Let’s close this series of articles on Luther’s
Open Letter by examining the final paragraph of his proposal to reform
the universities where Luther warns, "But where the Holy Scriptures
do not rule, there I advise no one to send his son. Everyone not
unceasingly busy with the Word of God must become corrupt; that is why
the people who are in the universities and who are trained there are the
kind of people they are."
A reading of the various constitutions of our
parental, covenant day schools proves that God has blessed us with
schools where Scripture rules. The men on our school boards and our
schools’ teaching staffs take seriously the responsibility of
providing our students with a truly Christian education.

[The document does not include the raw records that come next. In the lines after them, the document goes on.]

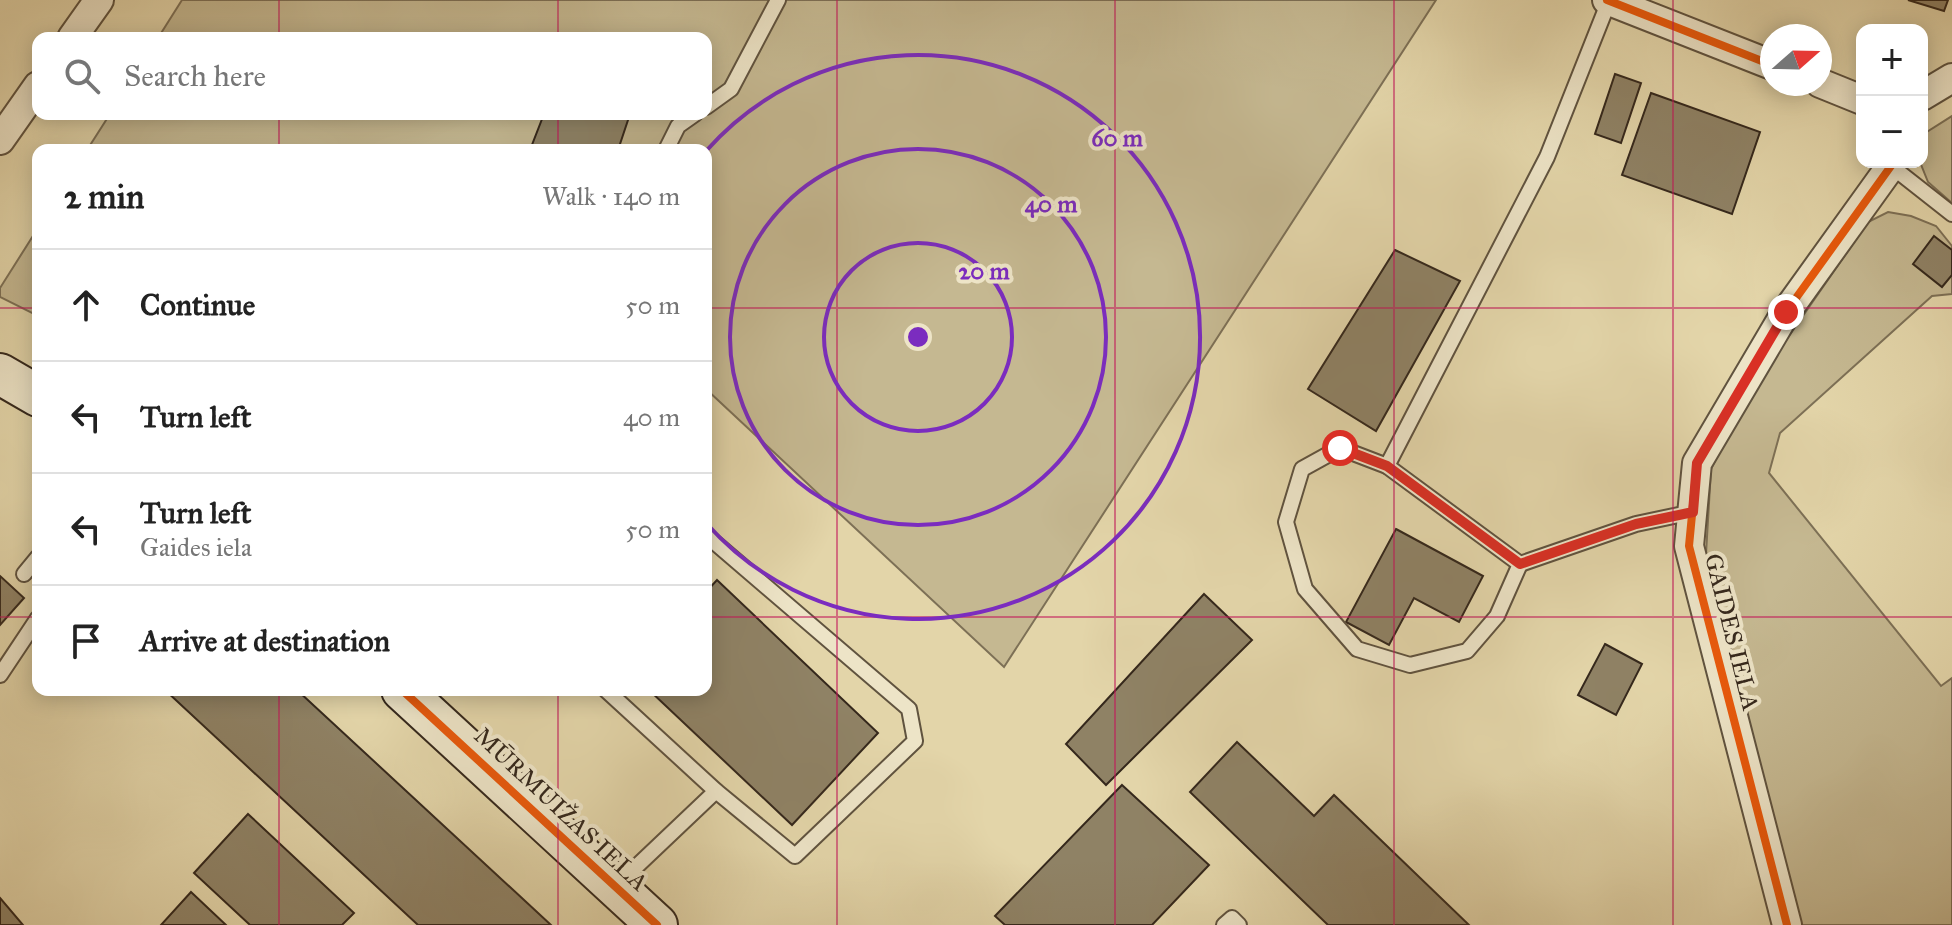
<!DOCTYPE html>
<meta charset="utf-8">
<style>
:root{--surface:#fff;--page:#f2f2f2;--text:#222;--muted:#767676;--line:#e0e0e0}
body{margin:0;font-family:"IM FELL Great Primer",serif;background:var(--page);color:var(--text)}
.controls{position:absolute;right:24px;top:24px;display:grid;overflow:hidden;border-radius:16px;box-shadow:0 4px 20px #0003}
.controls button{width:72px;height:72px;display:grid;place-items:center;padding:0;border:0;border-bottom:2px solid var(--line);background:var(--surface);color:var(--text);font:40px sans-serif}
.compass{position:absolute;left:1760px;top:24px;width:72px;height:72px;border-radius:50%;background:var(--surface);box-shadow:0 4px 20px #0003;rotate:70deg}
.stop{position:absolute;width:24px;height:24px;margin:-18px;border:6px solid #d93025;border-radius:50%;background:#fff}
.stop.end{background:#d93025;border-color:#fff;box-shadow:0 2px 8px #0008}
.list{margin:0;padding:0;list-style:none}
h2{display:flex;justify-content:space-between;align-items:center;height:104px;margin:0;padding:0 32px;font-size:34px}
h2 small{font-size:26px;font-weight:400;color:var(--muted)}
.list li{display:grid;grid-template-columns:52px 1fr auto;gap:24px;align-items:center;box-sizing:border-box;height:112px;padding:0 32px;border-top:2px solid var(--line)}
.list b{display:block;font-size:30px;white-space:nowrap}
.list p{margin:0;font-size:26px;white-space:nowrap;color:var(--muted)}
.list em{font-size:26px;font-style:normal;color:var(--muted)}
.icon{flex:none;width:44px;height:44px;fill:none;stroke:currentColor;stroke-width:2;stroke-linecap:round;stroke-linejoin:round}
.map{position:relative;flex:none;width:1952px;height:925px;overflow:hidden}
.search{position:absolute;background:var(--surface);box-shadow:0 4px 20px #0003;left:32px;top:32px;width:680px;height:88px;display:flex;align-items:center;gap:20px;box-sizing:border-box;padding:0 28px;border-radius:16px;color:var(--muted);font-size:30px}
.panel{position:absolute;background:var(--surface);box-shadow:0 4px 20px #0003;left:32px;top:144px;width:680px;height:552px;border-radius:16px}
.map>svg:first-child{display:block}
</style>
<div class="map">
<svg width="1952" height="925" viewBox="0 0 1952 925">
<rect width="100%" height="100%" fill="#e3d5a9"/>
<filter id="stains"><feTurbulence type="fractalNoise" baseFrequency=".0025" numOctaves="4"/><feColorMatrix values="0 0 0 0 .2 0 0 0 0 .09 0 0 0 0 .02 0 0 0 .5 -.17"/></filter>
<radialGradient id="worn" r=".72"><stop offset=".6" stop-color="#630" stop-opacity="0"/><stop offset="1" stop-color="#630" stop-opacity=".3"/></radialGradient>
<g fill="#c5b891" stroke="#7d7056" stroke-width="2">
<path d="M182 0H1436L1004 667 706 389V150H87L110 114H706V38H158Z"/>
<path d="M1952 116V203L1928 182 1920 162H1922V135Z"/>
<path d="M1888 212 1911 216 1936 226 1952 246V294L1932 296 1780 433 1769 473 1941 686 1952 678V925H1797L1706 554 1711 469 1748 395 1868 222Z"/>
<path d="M38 228V316L0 297V288Z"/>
</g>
<g fill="#8f8265" stroke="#35281c" stroke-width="2">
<path d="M1908 0H1948L1944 11Z"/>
<path d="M1615 74 1641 83 1621 143 1595 134Z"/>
<path d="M1651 93 1760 132 1732 214 1622 175Z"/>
<path d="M544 114H630L618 150H530Z"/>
<path d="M1934 236 1952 250V275L1942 287 1913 264Z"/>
<path d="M1395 250 1460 281 1376 431 1308 389Z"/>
<path d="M1396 529 1483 576 1459 622 1414 598 1389 645 1346 622Z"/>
<path d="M0 576 24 598 0 625Z"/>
<path d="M717 580 878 733 792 825 649 690H706V592Z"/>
<path d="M1204 594 1252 640 1106 785 1066 744Z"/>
<path d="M1605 644 1642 664 1616 715 1578 695Z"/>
<path d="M165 690H297L551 925H418Z"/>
<path d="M1237 742 1314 816 1334 795 1469 925H1328L1190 792Z"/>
<path d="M1122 785 1209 865 1152 925H1005L995 916Z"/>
<path d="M248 814 354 913 342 925H250L194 873Z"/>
<path d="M191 892 226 925H161Z"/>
<path d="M0 898 23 925H0Z"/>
</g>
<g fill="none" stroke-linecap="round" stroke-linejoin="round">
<defs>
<g id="lane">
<path d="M1609 1 1547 157 1387 466 1520 564 1636 524 1693 512"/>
<path d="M706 107 731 89 778 0"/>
<path d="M666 150 678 126 695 114"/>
<path d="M1891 166 1952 214"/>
<path d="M1387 466 1340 448 1302 469 1286 522 1305 589 1357 649 1410 665 1467 651 1497 616 1520 564"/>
<path d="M24 574 38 557"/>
<path d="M0 675 38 618"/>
<path d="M606 690 716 791 795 856 915 741 909 709 706 535"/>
<path d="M618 884 716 791"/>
<path d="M1224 925 1232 918 1239 925"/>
</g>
<g id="street">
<path d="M1607 0 1772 65"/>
<path d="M72 38 99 0"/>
<path d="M1820 83 1862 100"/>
<path d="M1922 96 1952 78"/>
<path d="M0 140 38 86"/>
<path d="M1787 925 1689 546 1697 463 1786 312 1891 166 1892 162"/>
</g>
<g id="secondary">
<path d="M0 374 38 396"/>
<path d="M402 690 657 925"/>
</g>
</defs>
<use href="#lane" stroke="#60533f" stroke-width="18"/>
<use href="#street" stroke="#60533f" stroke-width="32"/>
<use href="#secondary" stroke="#35281c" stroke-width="44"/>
<use href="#lane" stroke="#ede4c7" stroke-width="14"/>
<use href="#street" stroke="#ede4c7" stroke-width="28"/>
<use href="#secondary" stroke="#ede4c7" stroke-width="40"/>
<defs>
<g id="cycleway">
<path d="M1607 0 1772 65"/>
<path d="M402 690 657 925"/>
<path d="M1787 925 1689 546 1697 463 1786 312 1891 166 1892 162"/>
</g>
</defs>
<use href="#cycleway" stroke="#ede4c7" stroke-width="13"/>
<use href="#cycleway" stroke="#e8590c" stroke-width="8"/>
</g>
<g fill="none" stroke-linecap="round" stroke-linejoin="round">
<path stroke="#d93025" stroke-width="10" d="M1340 448 1387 466 1520 564 1636 524 1693 512 1697 463 1786 312"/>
</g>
<path fill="none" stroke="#c2185b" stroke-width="2" stroke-opacity="0.55" d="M279 0V38M558 0V38M837 0V925M1115 0V925M1394 0V925M1673 0V925M279 114V150M558 114V150M0 308H38M706 308H1952M0 617H38M706 617H1952M279 690V925M558 690V925"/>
<g fill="none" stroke="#7b2cbf" stroke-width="4">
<circle cx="918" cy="337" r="94"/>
<circle cx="918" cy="337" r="188"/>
<path d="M707 150A282 282 0 1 1 707 524"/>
</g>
<g text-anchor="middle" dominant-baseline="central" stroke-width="8" stroke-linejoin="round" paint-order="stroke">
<g font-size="24" fill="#35281c" stroke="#ede4c7">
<text transform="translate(1732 632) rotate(76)">GAIDES IELA</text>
<text transform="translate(561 809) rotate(43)">MŪRMUIŽAS IELA</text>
</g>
</g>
<circle cx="918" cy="337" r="12" fill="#7b2cbf" stroke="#ede4c7" stroke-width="4"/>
<g font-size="24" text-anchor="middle" font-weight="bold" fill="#7b2cbf" stroke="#ede4c7" stroke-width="8" stroke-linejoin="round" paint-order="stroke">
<text x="1117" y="146">60 m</text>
<text x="1051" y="212">40 m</text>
<text x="984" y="279">20 m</text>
</g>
<rect width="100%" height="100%" filter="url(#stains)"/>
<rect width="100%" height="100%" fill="url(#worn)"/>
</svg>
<div class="controls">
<button>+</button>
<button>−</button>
</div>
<svg class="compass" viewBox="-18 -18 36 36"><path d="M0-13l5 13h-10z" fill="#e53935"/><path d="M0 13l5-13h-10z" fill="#767676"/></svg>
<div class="stop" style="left:1340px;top:448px"></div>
<div class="stop end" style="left:1786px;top:312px"></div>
<div class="search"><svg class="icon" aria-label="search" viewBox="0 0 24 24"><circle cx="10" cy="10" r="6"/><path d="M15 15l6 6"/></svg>Search here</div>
<section class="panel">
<h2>2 min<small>Walk · 140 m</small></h2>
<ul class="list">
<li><svg class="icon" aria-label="ahead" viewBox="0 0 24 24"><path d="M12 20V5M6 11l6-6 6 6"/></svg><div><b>Continue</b></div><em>50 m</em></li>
<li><svg class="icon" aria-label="left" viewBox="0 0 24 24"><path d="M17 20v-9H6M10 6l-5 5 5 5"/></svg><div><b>Turn left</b></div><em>40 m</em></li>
<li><svg class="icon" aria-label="left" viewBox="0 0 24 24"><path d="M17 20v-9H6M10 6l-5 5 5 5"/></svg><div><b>Turn left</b><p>Gaides iela</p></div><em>50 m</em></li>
<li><svg class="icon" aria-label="arrive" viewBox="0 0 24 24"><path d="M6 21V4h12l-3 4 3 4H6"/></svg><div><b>Arrive at destination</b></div></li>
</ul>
</section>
</div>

I realise our
schools are not perfect and that Satan strives to extend the tentacles
of his kingdom in them. Satan will ceaselessly probe for our weaknesses
and seek to exploit them for his purposes. Yet, there are some locations
in our denomination where, by the mercies of our ruling King whose
children attend our schools, we have had such institutions for three,
and in some cases four, generations. We have been richly blessed. What
would be the extent of our shame if the Christian education of our King’s
children suffers during these tight and difficult economic times because
we cut back on our support of kingdom causes instead of parting with
some of the entertainment and niceties of this present world? Let us
use, vigorously use, the blessings God has given us.